In this notebook we will use some evaluation benchmarks to test the performance of our RAG pipeline. We will rely on `Retrieval Augmented Generation Assessment (RAGA)` implemented through the `ragas` package. This is our [source](https://towardsdatascience.com/evaluating-rag-applications-with-ragas-81d67b0ee31a)

### Prerequisites
Because `ragas` relies on the `langchain` module, we need to make sure the right versions are installed so that they play well together.

In [None]:
# !pip install langchain=0.0.350
# !pip install ragas=0.0.22

In [1]:
from IPython.display import Markdown, display

## Loading Documents

In [2]:
from langchain.document_loaders import TextLoader
from langchain.text_splitter import CharacterTextSplitter

In [3]:
loader = TextLoader("data/transcript.txt", encoding='utf-8')
documents = loader.load()

In [4]:
text_splitter = CharacterTextSplitter(chunk_size=200, chunk_overlap=0, separator='\n')
docs = text_splitter.split_documents(documents)

## Embeddings

In [6]:
from langchain.embeddings import GooglePalmEmbeddings

In [7]:
import os
palm_api_key = os.getenv("PALM_API_KEY")

In [8]:
embeddings = GooglePalmEmbeddings(google_api_key=palm_api_key)

## Vector Store (Pinecone)
These allow us to store our text embeddings for querying later.
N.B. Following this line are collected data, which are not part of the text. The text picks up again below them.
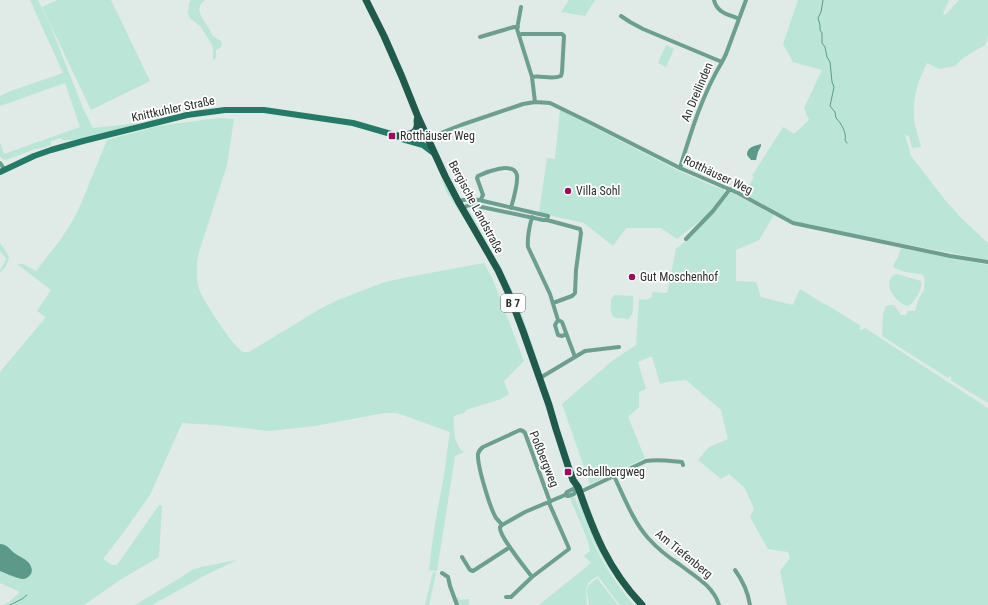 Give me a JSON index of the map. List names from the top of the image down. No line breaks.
{"streets":{"main road":["Bergische Landstraße","B 7"],"street":["An Dreilinden","Knittkuhler Straße","Rotthäuser Weg","Poßbergweg","Am Tiefenberg"]},"crossings":[["An Dreilinden","Rotthäuser Weg"],["Knittkuhler Straße","Rotthäuser Weg"],["Knittkuhler Straße","Bergische Landstraße"],["Rotthäuser Weg","Bergische Landstraße"]],"places":{"transit":["Rotthäuser Weg","Schellbergweg"],"other":["Villa Sohl","Gut Moschenhof"]}} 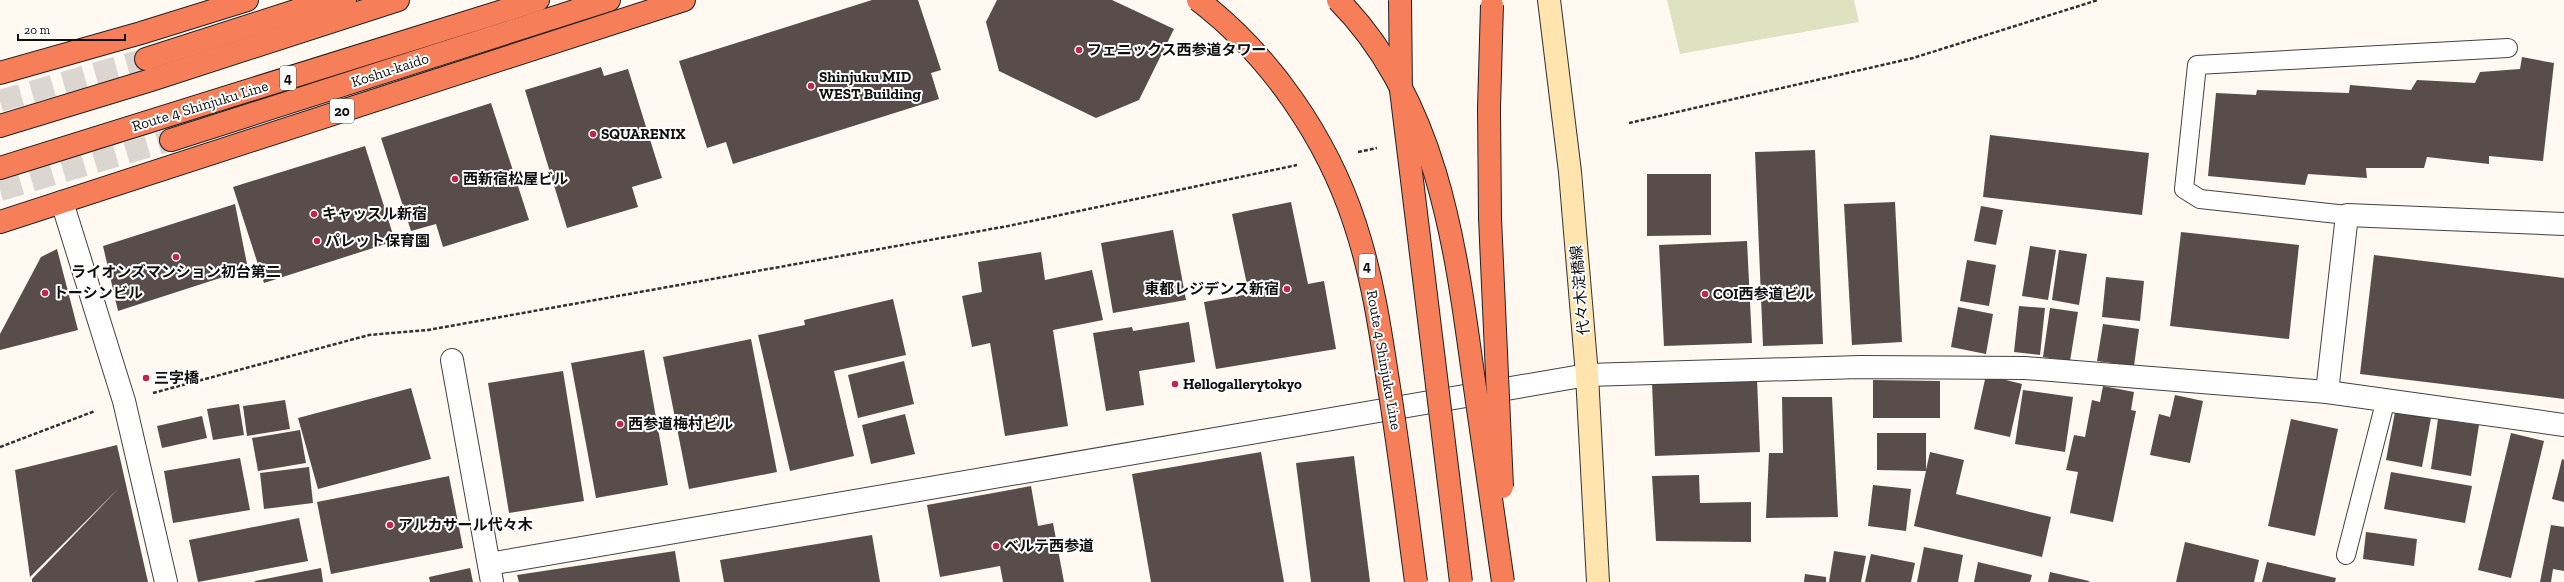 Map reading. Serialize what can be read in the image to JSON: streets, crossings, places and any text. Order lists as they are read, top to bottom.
{
  "streets": {
    "highway": [
      "Koshu-kaido",
      "4",
      "Route 4 Shinjuku Line",
      "20"
    ],
    "street": ["代々木淀橋線"]
  },
  "places": [
    "フェニックス西参道タワー",
    "Shinjuku MID WEST Building",
    "SQUARENIX",
    "西新宿松屋ビル",
    "キャッスル新宿",
    "パレット保育園",
    "ライオンズマンション初台第二",
    "東都レジデンス新宿",
    "トーシンビル",
    "COI西参道ビル",
    "三字橋",
    "Hellogallerytokyo",
    "西参道梅村ビル",
    "アルカサール代々木",
    "ベルテ西参道"
  ],
  "scale_bar": "20 m"
} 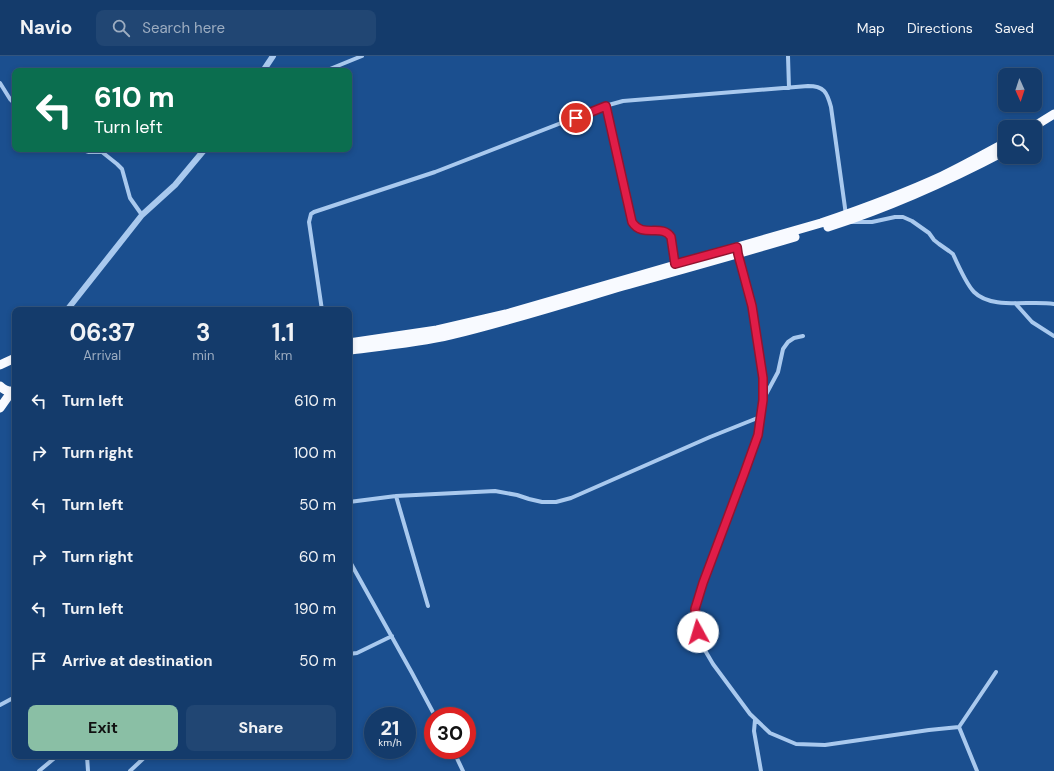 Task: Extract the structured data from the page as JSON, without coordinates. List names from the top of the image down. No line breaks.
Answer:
{"north":"bottom","page":{"header":"Navio","search":"Search here","nav":["Map","Directions","Saved"],"turn":["610 m","Turn left"],"eta":["06:37","Arrival","3","min","1.1","km"],"list":[{"name":"Turn left","value":"610 m"},{"name":"Turn right","value":"100 m"},{"name":"Turn left","value":"50 m"},{"name":"Turn right","value":"60 m"},{"name":"Turn left","value":"190 m"},{"name":"Arrive at destination","value":"50 m"}],"buttons":["Exit","Share"],"speed":"21 km/h","limit":"30"}} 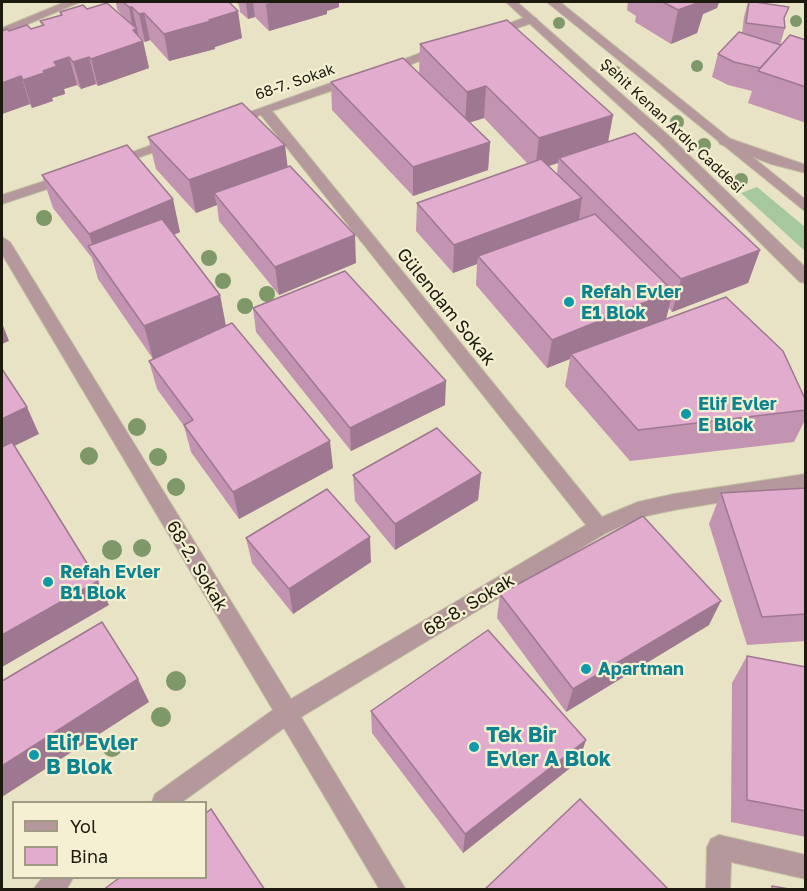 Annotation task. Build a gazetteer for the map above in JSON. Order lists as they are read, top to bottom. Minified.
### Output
{"streets":{"street":["68-7. Sokak","Şehit Kenan Ardıç Caddesi","Gülendam Sokak","68-2. Sokak","68-8. Sokak"]},"crossings":[["68-7. Sokak","Gülendam Sokak"],["Gülendam Sokak","68-8. Sokak"],["68-2. Sokak","68-8. Sokak"]],"places":["Refah Evler E1 Blok","Elif Evler E Blok","Refah Evler B1 Blok","Apartman","Tek Bir Evler A Blok","Elif Evler B Blok"],"legend":["Yol","Bina"]}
In this notebook we will be using `pinecone`.

In [9]:
from langchain.vectorstores.pinecone import Pinecone

In [11]:
index_name = "langchain-demo"
docsearch = Pinecone.from_documents(docs, embeddings, index_name=index_name)

## LLM

In [15]:
from langchain.llms import GooglePalm

In [16]:
llm = GooglePalm(google_api_key=palm_api_key, temperature=0.7)

## RetrievalQA

In [17]:
from langchain.chains import RetrievalQA

In [18]:
query = "How have western perspectives of the world shaped africans' outlook on life?"

In [19]:
retriever = docsearch.as_retriever()

## Evaluation

In [20]:
import os

from langchain.chat_models import ChatGooglePalm
from langchain.prompts import ChatPromptTemplate
from langchain.schema.runnable import RunnablePassthrough
from langchain.schema.output_parser import StrOutputParser

In [21]:

# Define LLM
llm = ChatGooglePalm(google_api_key=os.getenv("PALM_API_KEY"), temperature=0.0)

# Define prompt template
template = """You are an assistant for question-answering tasks. 
Use the following pieces of retrieved context to answer the question. 
If you don't know the answer, just say that you don't know. 
Use two sentences maximum and keep the answer concise.
Question: {question} 
Context: {context} 
Answer:
"""

prompt = ChatPromptTemplate.from_template(template)

# Setup RAG pipeline
rag_chain = (
    {"context": retriever,  "question": RunnablePassthrough()} 
    | prompt 
    | llm
    | StrOutputParser() 
)

In [22]:
from datasets import Dataset

questions = ["What did professor Ali Mazrui say?", 
             "What is the social in this context?",
             "What is ubuntu?",
            ]
# ground_truths = [["The president said that Justice Breyer has dedicated his life to serve the country and thanked him for his service."],
#                 ["The president said that Pat Gelsinger is ready to increase Intel's investment to $100 billion."],
#                 ["The president asked Congress to pass proven measures to reduce gun violence."]]
answers = []
contexts = []

# Inference
for query in questions:
  answers.append(rag_chain.invoke(query))
  contexts.append([docs.page_content for docs in retriever.get_relevant_documents(query)])

# To dict
data = {
    "question": questions,
    "answer": answers,
    "contexts": contexts,
    # "ground_truths": ground_truths
}

# Convert dict to dataset
dataset = Dataset.from_dict(data)

In [24]:
from ragas import evaluate
from ragas.metrics import (
    faithfulness,
    answer_relevancy,
    # context_recall,
    context_precision,
)

result = evaluate(
    dataset = dataset, 
    metrics=[
        context_precision,
        # context_recall,
        faithfulness,
        answer_relevancy,
    ],
)

df = result.to_pandas()

evaluating with [context_precision]


  0%|          | 0/1 [00:00<?, ?it/s]

  0%|          | 0/1 [00:26<?, ?it/s]


RuntimeError: ('Fatal error occurred while running async tasks.', RateLimitError("Error code: 429 - {'error': {'message': 'Your account is not active, please check your billing details on our website.', 'type': 'billing_not_active', 'param': None, 'code': 'billing_not_active'}}"))

## Remarks
The `ragas` library is very brittle and requires a ton of dependencies one of which is `Azure`. This results in 
```
Error code: 429 - {'error': {'message': 'Your account is not active
```
as indeed I do not have an account with them.

This is all very frustrating as these tools should rely on open source services.